On Wednesday the Copyright Royalty Board raised the amount that Internet music streaming services like Pandora must pay to record labels going forward. The panel of copyright judges set the rate for free streaming services to 17 cents per hundred plays, which is up from 14 cents. For paid subscription services, the rate fell from 25 cents to 22. Both rates will rise with inflation through 2020, as the decision sets rates for non-interactive services like Pandora, iHeart Radio and SiriusXM for the next five years.
Pandora hailed the ruling as “balanced” and CEO Brian McAndrews said in a statement that the increase was one the company “can work with and grow from.”
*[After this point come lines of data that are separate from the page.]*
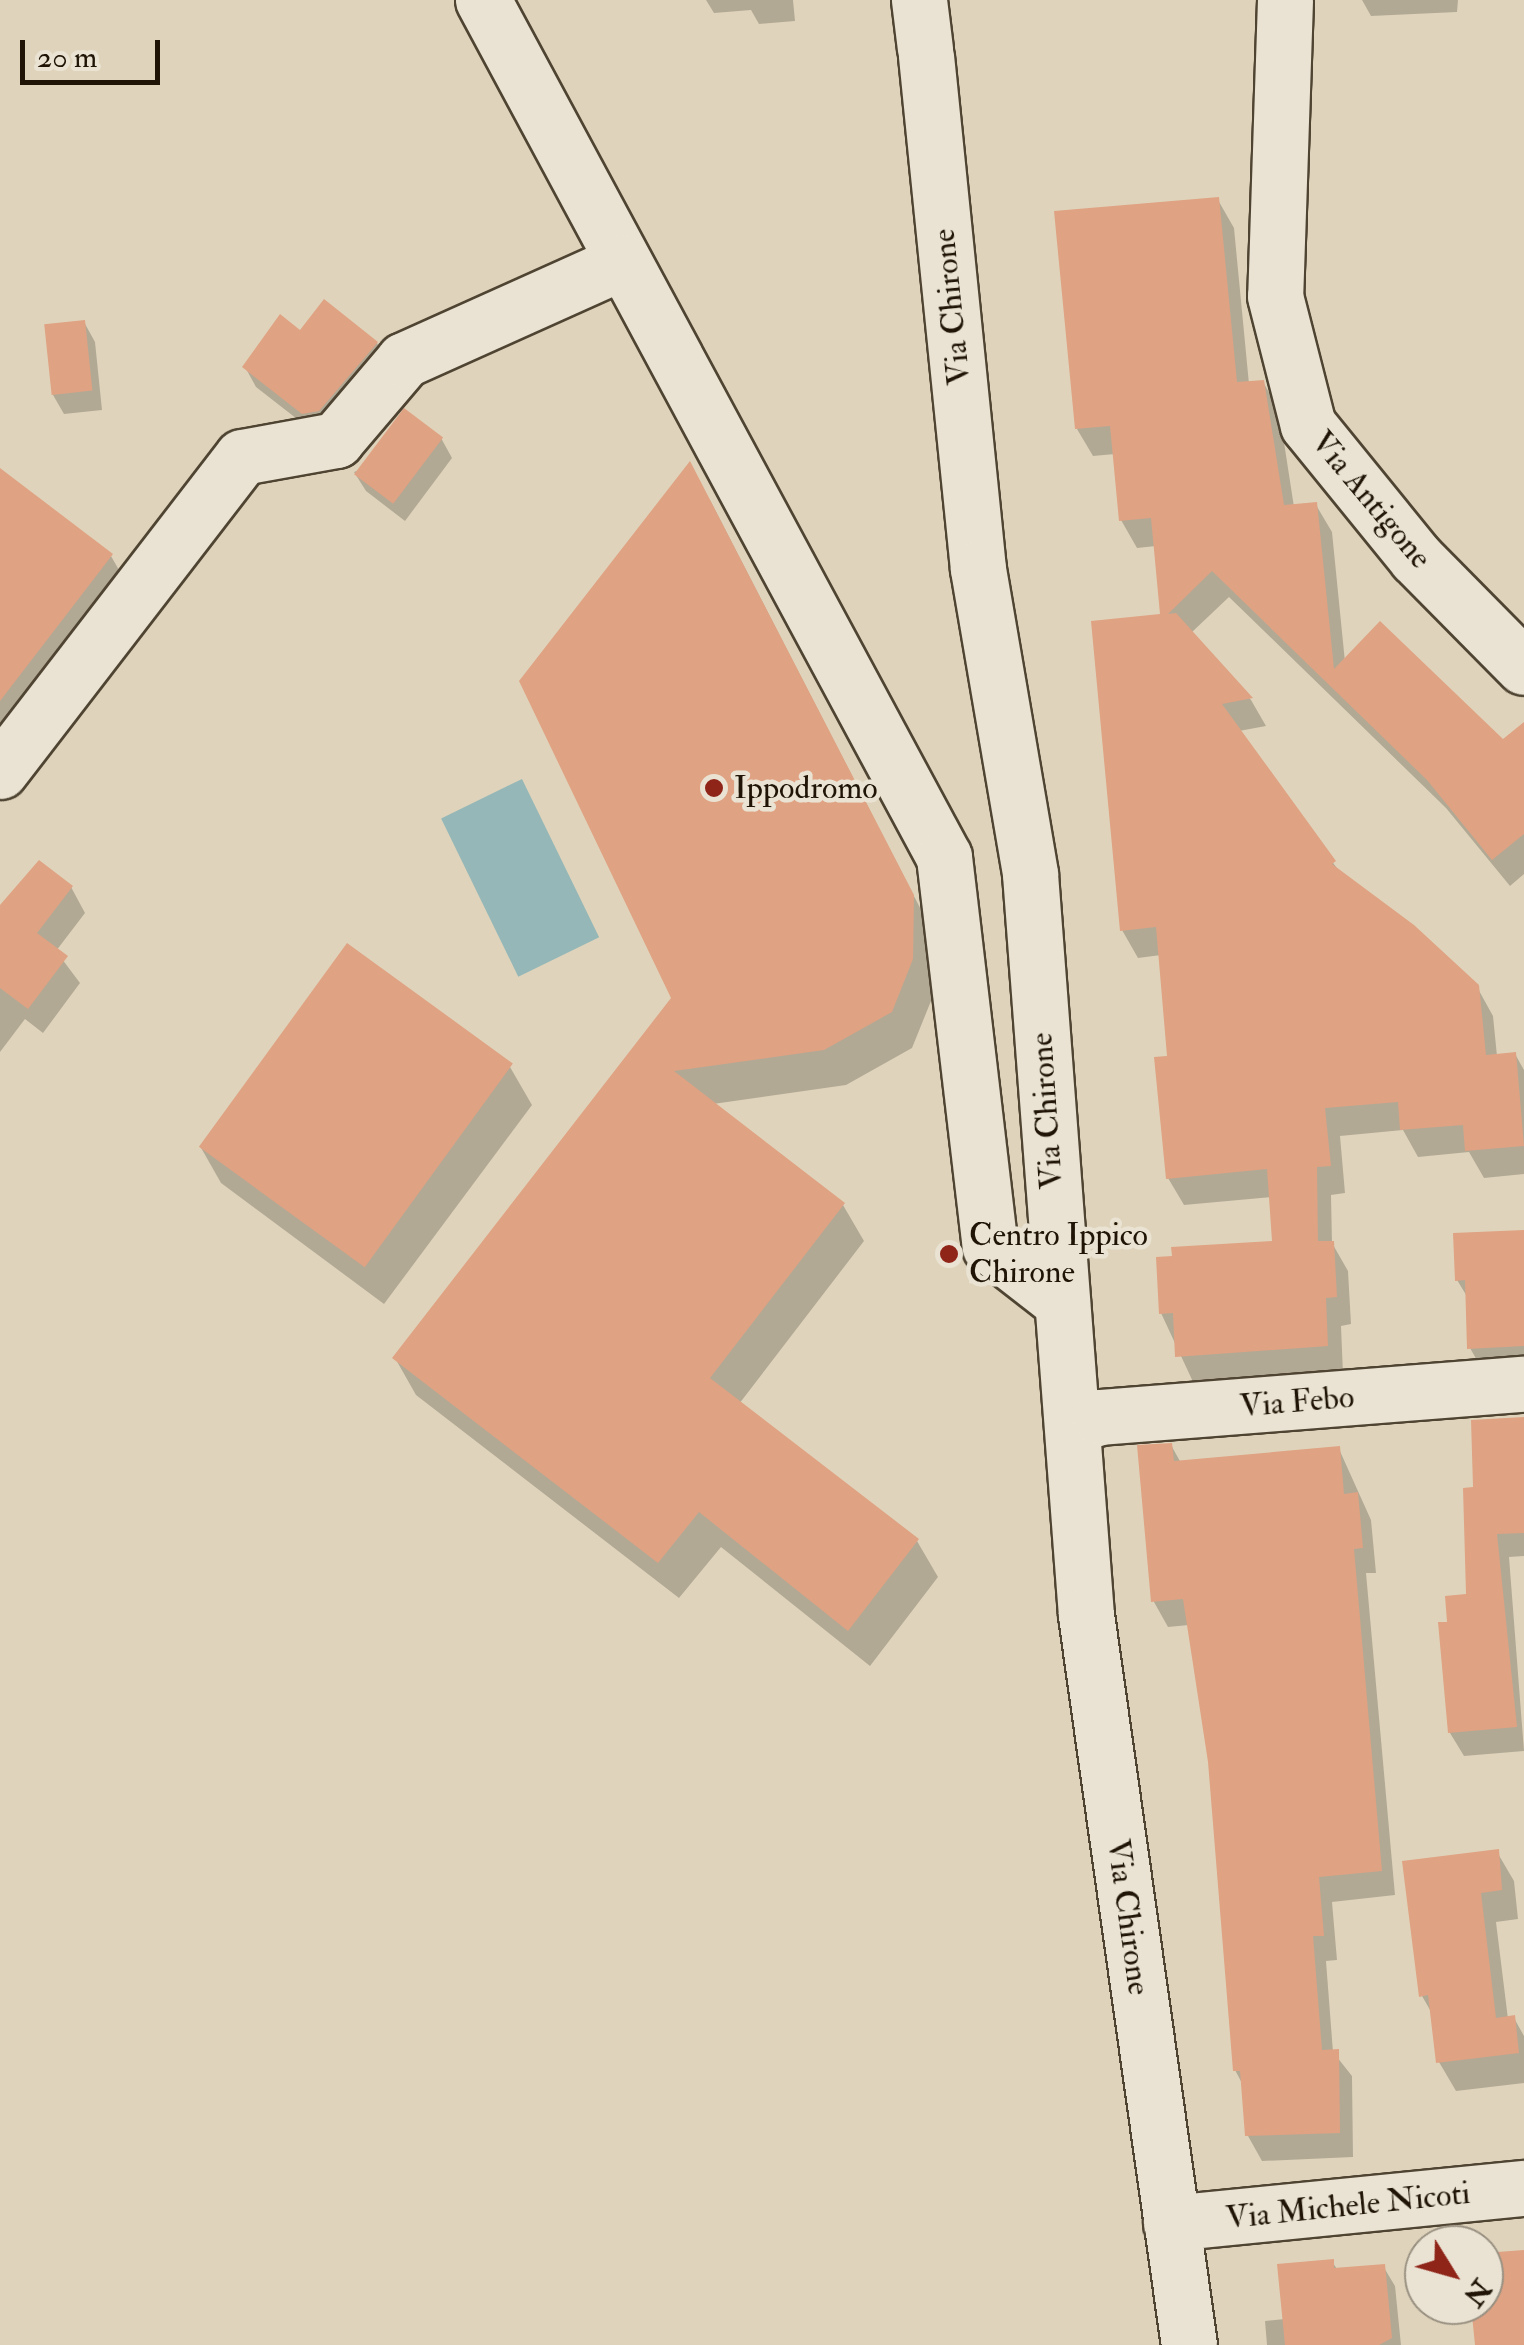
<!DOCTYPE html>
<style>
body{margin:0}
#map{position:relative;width:1524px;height:2345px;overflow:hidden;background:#dfd4bb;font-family:"IM FELL Double Pica",serif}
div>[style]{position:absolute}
.water>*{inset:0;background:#95b7b7;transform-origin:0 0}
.shadow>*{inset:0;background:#0003}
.building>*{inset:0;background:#dfa283;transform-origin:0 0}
.roads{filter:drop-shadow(2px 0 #4f4432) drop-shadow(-2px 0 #4f4432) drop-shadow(0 2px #4f4432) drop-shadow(0 -2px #4f4432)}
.minor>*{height:55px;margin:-27.5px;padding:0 27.5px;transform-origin:27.5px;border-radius:27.5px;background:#eae3d3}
.dots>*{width:28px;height:28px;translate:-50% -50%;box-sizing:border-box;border:5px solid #eae3d3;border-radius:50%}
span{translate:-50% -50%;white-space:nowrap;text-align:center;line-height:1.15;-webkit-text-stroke:9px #eae3d3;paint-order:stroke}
.street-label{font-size:32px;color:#1f1405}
.poi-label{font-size:32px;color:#1f1405}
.left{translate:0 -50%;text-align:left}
.north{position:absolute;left:1404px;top:2225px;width:100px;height:100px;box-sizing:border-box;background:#eae3d3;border:2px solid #999081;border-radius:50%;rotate:127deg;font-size:28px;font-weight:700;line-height:40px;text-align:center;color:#1f1405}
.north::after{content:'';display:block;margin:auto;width:35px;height:45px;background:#8f2418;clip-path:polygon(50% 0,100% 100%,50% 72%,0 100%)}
.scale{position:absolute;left:20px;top:40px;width:140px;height:45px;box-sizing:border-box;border:5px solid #1f1405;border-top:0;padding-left:12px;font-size:30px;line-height:35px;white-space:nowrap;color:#1f1405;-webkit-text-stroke:8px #eae3d3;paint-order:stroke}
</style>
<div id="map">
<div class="water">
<i style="left:522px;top:779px;width:176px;height:90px;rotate:64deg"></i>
</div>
<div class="shadow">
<i style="clip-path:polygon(706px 0,793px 0,795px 21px,759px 24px,751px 10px,714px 13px)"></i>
<i style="clip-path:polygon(1362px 0,1458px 0,1457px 12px,1371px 16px)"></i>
<i style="clip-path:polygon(1218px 200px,1234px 228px,1249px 384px,1263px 382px,1279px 410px,1294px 507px,1316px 505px,1332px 532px,1345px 662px,1503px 742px,1524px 725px,1524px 874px,1510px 886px,1446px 808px,1229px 597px,1191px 633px,1251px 700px,1266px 726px,1239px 731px,1341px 874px,1477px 987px,1493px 1016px,1497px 1056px,1515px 1054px,1524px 1070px,1524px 1174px,1484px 1178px,1469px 1152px,1418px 1157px,1403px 1130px,1340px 1136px,1345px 1193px,1331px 1195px,1332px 1243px,1348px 1271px,1351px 1324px,1341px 1326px,1343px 1374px,1194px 1384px,1161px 1313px,1275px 1244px,1272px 1197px,1184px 1205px,1168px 1178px,1170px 1058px,1161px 955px,1138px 958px,1122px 930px,1163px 616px,1156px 546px,1137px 548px,1121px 520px,1115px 454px,1093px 456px,1077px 429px)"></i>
<i style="clip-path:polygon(84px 322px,95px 342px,102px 410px,64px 414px,53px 395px)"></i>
<i style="clip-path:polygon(301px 333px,377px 343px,388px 363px,315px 433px,256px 387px,245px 367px)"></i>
<i style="clip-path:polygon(441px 438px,452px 458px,405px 521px,366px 491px,354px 472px)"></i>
<i style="clip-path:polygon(0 471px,111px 556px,132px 593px,0 766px)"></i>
<i style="clip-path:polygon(710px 500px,933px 933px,933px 996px,912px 1048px,846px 1085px,713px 1104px,843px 1205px,864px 1241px,739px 1404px,917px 1541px,938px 1577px,870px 1666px,721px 1547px,679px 1598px,416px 1395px,395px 1358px,674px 998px)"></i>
<i style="clip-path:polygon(71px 887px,85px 913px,56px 951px,80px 983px,43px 1033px,25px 1019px,0 1052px,0 916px)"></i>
<i style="clip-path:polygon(510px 1067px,532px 1105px,384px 1304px,221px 1183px,200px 1146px)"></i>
<i style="clip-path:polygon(1524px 1233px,1524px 1369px,1483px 1371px,1470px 1348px,1468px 1298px,1457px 1280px)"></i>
<i style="clip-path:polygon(1524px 1420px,1524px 1556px,1509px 1557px,1524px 1751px,1464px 1756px,1450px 1733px,1450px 1624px,1468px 1596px,1475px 1490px)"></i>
<i style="clip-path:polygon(1171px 1445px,1181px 1463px,1339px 1449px,1371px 1520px,1376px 1573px,1366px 1573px,1395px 1895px,1332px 1902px,1337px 1960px,1326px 1961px,1333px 2052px,1352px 2076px,1353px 2157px,1262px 2161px,1248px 2136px,1243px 2085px,1235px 2070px,1213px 1793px,1189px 1625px,1168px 1627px,1154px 1602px)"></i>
<i style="clip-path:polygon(1497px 1852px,1514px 1881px,1518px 1919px,1496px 1922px,1508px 2019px,1514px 2018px,1524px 2036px,1524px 2083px,1456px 2091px,1439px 2062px,1433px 2015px,1422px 1996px)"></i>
<i style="clip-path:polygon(1332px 2261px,1338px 2271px,1383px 2266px,1395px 2286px,1401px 2345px,1267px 2345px,1265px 2321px,1285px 2319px)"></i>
</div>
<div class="building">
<i style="clip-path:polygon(1219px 197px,1237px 382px,1264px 380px,1284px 505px,1317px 502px,1334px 669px,1380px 621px,1503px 739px,1524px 722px,1524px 834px,1492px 860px,1427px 780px,1212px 571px,1168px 614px,1176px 613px,1253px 698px,1222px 704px,1336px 861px,1332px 864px,1414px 925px,1479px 985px,1486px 1055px,1516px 1052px,1524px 1146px,1465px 1151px,1463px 1125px,1400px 1130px,1398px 1102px,1325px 1108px,1331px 1166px,1317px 1167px,1318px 1241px,1334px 1241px,1337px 1297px,1326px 1298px,1328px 1346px,1175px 1357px,1173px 1313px,1159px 1314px,1156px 1257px,1172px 1256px,1171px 1247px,1272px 1241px,1267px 1169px,1166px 1179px,1154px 1057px,1167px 1056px,1156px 927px,1120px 931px,1091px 621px,1160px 614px,1151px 518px,1119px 521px,1110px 426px,1075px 429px,1054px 211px)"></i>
<i style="clip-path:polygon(324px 299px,378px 342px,319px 411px,302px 414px,242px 367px,280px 314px,300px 330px)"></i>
<i style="left:85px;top:320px;width:71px;height:41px;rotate:84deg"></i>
<i style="left:404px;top:408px;width:49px;height:83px;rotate:37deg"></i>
<i style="clip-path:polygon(690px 461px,914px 895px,913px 959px,892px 1012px,824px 1050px,674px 1071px,845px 1203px,710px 1378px,919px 1539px,848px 1631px,699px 1512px,658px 1563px,392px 1358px,671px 998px,519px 681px)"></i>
<i style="clip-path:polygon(0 468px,113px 554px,0 701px)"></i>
<i style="clip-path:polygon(39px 860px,73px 886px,37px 933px,68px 956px,28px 1009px,0 988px,0 905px)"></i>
<i style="left:347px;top:943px;width:205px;height:252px;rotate:36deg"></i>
<i style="clip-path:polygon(1524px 1230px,1524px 1346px,1467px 1349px,1465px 1280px,1455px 1281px,1453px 1233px)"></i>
<i style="clip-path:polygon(1524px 1417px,1524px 1533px,1497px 1534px,1517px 1727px,1448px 1733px,1438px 1622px,1447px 1622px,1445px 1596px,1466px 1594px,1463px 1488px,1473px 1487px,1471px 1420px)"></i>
<i style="clip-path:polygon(1172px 1443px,1174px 1461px,1340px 1446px,1344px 1494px,1358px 1492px,1363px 1548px,1354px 1549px,1382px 1871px,1319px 1877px,1324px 1936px,1313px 1936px,1322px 2050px,1339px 2049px,1340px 2133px,1245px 2136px,1240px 2071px,1233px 2071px,1208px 1762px,1183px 1599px,1151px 1602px,1137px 1445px)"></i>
<i style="clip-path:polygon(1499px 1849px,1502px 1890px,1481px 1893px,1496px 2018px,1515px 2015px,1519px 2053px,1436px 2063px,1428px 1995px,1419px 1997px,1402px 1861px)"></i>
<i style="clip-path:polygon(1524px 2250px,1524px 2345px,1475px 2345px,1471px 2305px,1484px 2305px,1484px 2253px)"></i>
<i style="clip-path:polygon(1334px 2259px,1334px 2268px,1385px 2264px,1392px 2338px,1379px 2345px,1285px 2345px,1277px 2264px)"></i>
</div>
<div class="roads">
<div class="minor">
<i style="left:483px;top:0;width:973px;rotate:61.72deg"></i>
<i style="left:944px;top:857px;width:392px;rotate:83.3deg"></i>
<i style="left:990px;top:1246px;width:91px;rotate:37.9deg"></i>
<i style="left:919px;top:0;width:49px;rotate:83deg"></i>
<i style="left:1285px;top:0;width:296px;rotate:91.9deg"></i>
<i style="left:1275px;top:296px;width:133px;rotate:75.7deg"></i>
<i style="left:1308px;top:425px;width:171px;rotate:50.9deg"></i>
<i style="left:1416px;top:558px;width:153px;rotate:45.3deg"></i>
<i style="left:926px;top:56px;width:516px;rotate:84.21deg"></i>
<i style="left:978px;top:569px;width:309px;rotate:80.3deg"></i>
<i style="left:1030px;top:874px;width:743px;rotate:85.68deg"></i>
<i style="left:1086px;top:1615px;width:737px;rotate:81.97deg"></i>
<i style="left:0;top:771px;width:396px;rotate:-52.4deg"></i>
<i style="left:242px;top:457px;width:96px;rotate:-10.3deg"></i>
<i style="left:336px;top:440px;width:105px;rotate:-49.6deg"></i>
<i style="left:404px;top:360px;width:239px;rotate:-24.2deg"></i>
<i style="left:1072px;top:1426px;width:29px;rotate:-18deg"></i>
<i style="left:1100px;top:1417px;width:425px;rotate:-4.5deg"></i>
<i style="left:1171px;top:2223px;width:355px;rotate:-5.7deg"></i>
</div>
</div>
<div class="dots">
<i style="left:714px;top:788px;background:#8f2418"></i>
<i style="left:949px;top:1254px;background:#8f2418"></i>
</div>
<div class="street-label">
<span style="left:952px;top:307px;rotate:-96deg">Via Chirone</span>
<span style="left:1371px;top:500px;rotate:50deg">Via Antigone</span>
<span style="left:1047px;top:1111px;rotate:-94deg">Via Chirone</span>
<span style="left:1297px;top:1402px;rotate:-5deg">Via Febo</span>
<span style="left:1128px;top:1917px;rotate:82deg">Via Chirone</span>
<span style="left:1348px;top:2206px;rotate:-6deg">Via Michele Nicoti</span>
</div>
<div class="poi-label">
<span class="left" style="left:734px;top:788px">Ippodromo</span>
<span class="left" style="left:969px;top:1254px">Centro Ippico<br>Chirone</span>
</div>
<div class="north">N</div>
<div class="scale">20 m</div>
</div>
Tuesday morning, SiriusXM announced that Howard Stern had signed an agreement to continue his satellite radio show for another five years. As part of the deal, Sirius and Stern also signed a 12-year deal that licenses to the satellite radio firm Stern’s audio and video library built up over a 30-year career.
There were rumors that Stern would move to Apple Music or Netflix, or even produce his own podcasts, instead of continuing with SiriusXM. But the satellite radio company needs him a lot more than he needs them, and so the deal got done.
Shares of Pandora rose almost 21% in after-hours trading on Wednesday to $16.25. Their 52-week range is $11.39 to $22.60, and the analysts’ consensus price target is $18.76.
SiriusXM shares popped more than 3% on news of the deal, ending a recent slide in the stock. Shares closed at $4.09 on Wednesday and were down fractionally in Thursday’s premarket. They have traded between $3.31 and $4.20 in the past year, and the consensus target price is $4.70.